Conductance transients study of slow traps in Al/SiNx : H/Si and Al/SiNx : H/InP metal-insulator-semiconductor structures
(Electrically based microstructural characterization II, 1998) Martil De La Plaza, Ignacio; González Díaz, Germán; Dueñas, S.; Peláez, R.; Castán, E.; Barbolla, J.
We have obtained Al/SiNx:H/Si and Al/SiNx:H/InP Metal-Insulator-Semiconductor devices by directly depositing silicon nitride thin films on silicon and indium phosphide wafers by the Electron Cyclotron Resonance Plasma method at 200 degrees C. The electrical properties of the structures were first analyzed by Capacitance-Voltage measurements and Deep-Level Transient Spectroscopy (DLTS).
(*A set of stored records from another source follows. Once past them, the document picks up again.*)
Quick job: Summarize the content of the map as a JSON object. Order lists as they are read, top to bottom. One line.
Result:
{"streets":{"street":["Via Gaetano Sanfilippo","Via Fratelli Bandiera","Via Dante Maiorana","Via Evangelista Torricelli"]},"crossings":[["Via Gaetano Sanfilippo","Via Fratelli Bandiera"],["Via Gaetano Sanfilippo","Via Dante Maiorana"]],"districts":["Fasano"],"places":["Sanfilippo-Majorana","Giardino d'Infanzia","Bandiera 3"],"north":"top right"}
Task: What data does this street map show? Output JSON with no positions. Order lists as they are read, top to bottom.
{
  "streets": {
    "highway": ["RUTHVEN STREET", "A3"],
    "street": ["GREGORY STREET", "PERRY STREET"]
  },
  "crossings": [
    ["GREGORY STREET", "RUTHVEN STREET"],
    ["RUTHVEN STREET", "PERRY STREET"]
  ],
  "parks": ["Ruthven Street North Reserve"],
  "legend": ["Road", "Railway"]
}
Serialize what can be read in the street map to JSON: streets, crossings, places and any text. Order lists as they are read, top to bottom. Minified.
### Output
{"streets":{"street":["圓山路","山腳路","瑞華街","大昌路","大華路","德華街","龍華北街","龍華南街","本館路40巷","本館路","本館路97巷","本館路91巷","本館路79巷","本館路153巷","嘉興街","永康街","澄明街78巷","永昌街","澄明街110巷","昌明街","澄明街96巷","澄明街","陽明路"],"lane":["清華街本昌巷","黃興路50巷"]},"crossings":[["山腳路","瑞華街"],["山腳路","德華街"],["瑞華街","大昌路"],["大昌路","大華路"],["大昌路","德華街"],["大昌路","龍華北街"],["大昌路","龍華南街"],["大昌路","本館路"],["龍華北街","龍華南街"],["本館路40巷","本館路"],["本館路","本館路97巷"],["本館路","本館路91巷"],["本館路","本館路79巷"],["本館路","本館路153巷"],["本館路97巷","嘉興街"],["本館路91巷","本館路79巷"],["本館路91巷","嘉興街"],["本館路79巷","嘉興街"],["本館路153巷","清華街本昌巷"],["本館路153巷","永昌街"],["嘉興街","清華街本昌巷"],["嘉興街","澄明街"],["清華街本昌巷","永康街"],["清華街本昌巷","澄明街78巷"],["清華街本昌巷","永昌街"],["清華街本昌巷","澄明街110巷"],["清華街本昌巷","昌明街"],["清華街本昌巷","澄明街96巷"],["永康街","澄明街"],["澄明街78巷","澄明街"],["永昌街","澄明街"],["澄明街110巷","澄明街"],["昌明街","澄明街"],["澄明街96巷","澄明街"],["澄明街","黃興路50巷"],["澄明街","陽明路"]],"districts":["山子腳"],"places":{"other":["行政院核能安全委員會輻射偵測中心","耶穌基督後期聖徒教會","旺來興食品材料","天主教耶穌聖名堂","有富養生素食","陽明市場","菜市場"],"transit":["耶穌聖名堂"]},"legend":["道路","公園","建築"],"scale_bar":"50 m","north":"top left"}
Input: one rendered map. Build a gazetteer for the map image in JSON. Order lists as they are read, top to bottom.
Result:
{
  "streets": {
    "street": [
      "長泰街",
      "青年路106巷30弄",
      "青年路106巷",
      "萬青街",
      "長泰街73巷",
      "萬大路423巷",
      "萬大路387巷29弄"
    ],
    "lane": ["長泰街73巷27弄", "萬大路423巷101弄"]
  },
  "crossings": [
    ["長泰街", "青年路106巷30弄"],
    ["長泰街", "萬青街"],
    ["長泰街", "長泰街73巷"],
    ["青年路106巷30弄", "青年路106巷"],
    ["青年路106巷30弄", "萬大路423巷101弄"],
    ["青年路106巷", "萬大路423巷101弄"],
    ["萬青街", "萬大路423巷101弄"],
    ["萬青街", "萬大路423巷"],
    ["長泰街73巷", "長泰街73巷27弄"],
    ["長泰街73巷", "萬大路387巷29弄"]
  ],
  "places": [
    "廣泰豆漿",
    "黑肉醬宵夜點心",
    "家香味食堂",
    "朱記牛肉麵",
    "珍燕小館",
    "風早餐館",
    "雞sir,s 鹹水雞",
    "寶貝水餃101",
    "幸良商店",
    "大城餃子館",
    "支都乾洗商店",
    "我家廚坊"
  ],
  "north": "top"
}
Some discrepancies in the absolute value of the interface trap densities were found. Later on, Admittance measurements were carried out and room and low temperature conductance transients in the silicon nitride/semiconductor interfaces were found. The shape of the conductance transients varied with the frequency and temperature at which they were obtained. This behavior, as well as the previously mentioned discrepancies, are explained in terms of a disorder-induced gap-state continuum model for the interfacial defects. A perfect agreement between experiment and theory is obtained proving the validity of the model.